This is a fairly realistic scenario, with prices typical for Portland. Let's assume this couple earns the local median income of $56,000 for a two-person household. With minimal work and a little flexibility, this Portland couple is able to boost their income by nearly 12% annually.

To take this a little further, let's say they continue renting out their place, earning $6,450 annually for five years. They invest their income with an 8% annual return. At the end of five years they'll have $37,800. Then they have a baby, so they stop renting out their space. They convert the second bedroom into a nursery and stop taking long vacations. They leave the $37,800 in the investment account, which continues to earn 8%. By the time their child is 18 years old and ready for college, the account will be worth over $150,000, which should cover their child's Harvard education (assuming the kid is smart, like his parents). Not bad, right?

Is This Realistic?

Many people think that this story doesn't apply to them. They think either that no one would pay to stay in their home, or that it would be too weird to have strangers around their stuff.

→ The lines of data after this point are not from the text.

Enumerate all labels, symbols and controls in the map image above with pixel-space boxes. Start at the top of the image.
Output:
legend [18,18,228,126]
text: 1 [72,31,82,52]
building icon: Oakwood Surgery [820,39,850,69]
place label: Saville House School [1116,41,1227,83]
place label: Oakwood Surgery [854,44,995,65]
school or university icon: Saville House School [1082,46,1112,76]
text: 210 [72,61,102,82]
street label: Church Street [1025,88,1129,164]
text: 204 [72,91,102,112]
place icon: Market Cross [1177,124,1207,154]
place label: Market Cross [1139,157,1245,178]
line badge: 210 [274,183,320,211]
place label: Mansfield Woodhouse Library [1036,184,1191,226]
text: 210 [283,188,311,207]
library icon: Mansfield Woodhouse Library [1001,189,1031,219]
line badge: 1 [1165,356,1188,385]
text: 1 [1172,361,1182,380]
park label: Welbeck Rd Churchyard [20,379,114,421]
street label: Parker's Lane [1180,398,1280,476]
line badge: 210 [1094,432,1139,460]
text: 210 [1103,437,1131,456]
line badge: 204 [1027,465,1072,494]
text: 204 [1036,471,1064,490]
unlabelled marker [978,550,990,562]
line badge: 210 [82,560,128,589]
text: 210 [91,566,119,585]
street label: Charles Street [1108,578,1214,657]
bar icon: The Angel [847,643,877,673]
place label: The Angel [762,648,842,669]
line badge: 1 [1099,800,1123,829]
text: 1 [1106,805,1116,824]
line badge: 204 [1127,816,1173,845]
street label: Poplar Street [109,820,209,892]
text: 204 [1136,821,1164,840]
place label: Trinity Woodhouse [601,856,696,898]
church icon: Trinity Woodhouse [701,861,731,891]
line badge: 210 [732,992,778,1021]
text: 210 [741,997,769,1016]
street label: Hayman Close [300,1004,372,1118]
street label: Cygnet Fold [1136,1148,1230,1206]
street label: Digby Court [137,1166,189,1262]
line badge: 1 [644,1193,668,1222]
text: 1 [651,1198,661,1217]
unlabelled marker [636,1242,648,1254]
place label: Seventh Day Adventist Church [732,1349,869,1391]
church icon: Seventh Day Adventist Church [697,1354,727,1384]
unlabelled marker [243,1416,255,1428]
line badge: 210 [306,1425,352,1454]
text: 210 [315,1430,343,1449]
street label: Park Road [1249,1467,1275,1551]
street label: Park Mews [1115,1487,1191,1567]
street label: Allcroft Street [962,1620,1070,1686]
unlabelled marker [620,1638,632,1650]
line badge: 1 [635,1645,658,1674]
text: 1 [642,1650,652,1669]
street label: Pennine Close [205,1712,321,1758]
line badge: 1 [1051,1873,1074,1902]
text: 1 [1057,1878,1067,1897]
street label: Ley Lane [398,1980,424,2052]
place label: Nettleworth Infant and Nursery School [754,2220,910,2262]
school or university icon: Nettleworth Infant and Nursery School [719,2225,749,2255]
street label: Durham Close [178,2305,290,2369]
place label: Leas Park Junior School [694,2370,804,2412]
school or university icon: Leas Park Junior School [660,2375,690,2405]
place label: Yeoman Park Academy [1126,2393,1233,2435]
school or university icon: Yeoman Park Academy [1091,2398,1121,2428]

When I first had these doubts, I had to tell myself: I like my home, don't I? Is it that far fetched a notion that someone else might, too? As for the aversion to having someone else around my stuff, I had to think through that reaction: Was I really willing to turn down hundreds or thousands of dollars of income because I wanted to protect my things from being near strangers? I had to discipline myself not to let my Stuff take over my life, limit my opportunities and cost me money.

After conquering my doubts, I forged ahead. Looking back, I have no regrets. My belief is there's no harm in trying — all the listing services I mentioned (except HomeExchange.com) are free. If you're curious to give this a try, spruce up your place, take some well-lit photos, and write a snappy ad. The more positive energy you put into your home and your ad, the more success you'll have. You'll likely be surprised at how many people are interested in paying to stay in your home, and you may even make some friends while you're at it!

A Final Word of Advice

Be sure to check your lease, zoning laws, or condo bylaws to ensure you're not violating any rules. Also, check with your homeowner's or renter's insurance policy to ensure you're covered for damage from renters and visitors.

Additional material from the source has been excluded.